Red Cheeks, For Serious

I was ironing last night, and simulatenously rocking. out. to the 90's channel that comes out of my television. I do not pretend to understand or afford it; I merely enjoy hearing, for the first time in a decade and a half, "Batdance."

But then Shania Twain showed up, which meant that the ironing board and about a week's worth of skirts flew through the air in a frantic attempt to MAKE HER DERIVATIVE FAKE-NAMED SELF GO FAR, FAR AWAY. When the cotton-poly blends came to a rest, I found myself looking at: The Bachelor.

Twenty-five Shanias of all races and ages came pouring out of limos and said such self-uterus-hating things as the following:

"I'm a nurse, and I'm here to check your vitals and make your heart go pitter-pat."

"They said you were hot, but you're a fire extinguisher!" (very, very sadly, I must add--sic.)

"I'm an international citizen of the world."
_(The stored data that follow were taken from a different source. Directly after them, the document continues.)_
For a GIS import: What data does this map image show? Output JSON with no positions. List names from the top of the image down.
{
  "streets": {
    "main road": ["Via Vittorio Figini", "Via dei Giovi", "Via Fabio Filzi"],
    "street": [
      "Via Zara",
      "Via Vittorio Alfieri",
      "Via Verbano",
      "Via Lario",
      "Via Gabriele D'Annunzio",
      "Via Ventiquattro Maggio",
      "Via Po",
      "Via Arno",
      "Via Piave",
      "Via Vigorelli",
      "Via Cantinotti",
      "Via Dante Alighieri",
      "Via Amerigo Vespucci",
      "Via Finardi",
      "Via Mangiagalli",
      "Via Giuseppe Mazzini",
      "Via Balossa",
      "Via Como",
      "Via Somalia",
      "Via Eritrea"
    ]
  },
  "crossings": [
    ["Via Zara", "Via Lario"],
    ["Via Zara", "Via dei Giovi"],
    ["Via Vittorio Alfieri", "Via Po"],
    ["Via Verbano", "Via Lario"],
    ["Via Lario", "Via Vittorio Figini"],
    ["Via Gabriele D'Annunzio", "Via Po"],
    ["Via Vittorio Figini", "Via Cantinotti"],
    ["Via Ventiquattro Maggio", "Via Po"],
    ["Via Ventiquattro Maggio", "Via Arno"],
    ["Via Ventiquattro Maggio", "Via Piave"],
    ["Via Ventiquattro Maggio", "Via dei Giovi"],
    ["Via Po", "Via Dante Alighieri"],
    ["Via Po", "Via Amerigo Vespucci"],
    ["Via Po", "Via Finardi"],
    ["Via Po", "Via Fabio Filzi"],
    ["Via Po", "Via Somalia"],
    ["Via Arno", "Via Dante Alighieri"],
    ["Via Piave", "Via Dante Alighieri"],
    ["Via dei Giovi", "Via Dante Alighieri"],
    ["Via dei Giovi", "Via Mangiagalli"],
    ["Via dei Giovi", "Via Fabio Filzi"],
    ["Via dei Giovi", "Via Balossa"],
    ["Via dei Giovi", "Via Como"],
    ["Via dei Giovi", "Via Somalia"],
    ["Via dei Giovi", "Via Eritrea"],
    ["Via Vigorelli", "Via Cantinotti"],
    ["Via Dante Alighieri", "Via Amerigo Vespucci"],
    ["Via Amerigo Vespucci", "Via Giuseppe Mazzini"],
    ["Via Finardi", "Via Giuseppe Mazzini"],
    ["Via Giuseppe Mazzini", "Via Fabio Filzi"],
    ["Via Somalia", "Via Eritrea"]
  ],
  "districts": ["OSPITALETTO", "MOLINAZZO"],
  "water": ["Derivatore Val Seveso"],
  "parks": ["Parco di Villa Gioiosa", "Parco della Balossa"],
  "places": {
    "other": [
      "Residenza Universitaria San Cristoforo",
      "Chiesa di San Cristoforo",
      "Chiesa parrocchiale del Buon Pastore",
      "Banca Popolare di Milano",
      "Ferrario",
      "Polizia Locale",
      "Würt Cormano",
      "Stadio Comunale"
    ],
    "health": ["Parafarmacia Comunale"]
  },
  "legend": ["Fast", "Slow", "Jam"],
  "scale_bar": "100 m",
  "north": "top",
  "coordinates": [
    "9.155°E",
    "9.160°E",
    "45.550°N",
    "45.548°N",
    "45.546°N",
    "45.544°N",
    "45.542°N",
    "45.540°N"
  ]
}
One, named "McCarton," since her parents think it's awesome to name children after drive thru meal combos, decided to array herself in a dress consisting entirely of beaded fringe. I can understand that. Any self-respecting woman wants to be able to tell her someday-babies, "As soon as your father saw the beads dangling from my boobs, he knew we were meant to be."

Another woman, whose name I forget because her parents do not hate her, showed up with her night-setting cheeks in full blast. I made a better showing with blusher when I was seven years old and sitting down to my Strawberry Shortcake vanity with a TinkerBell rougepot. I have Halloween pictures of myself from this era with subtler makeup jobs.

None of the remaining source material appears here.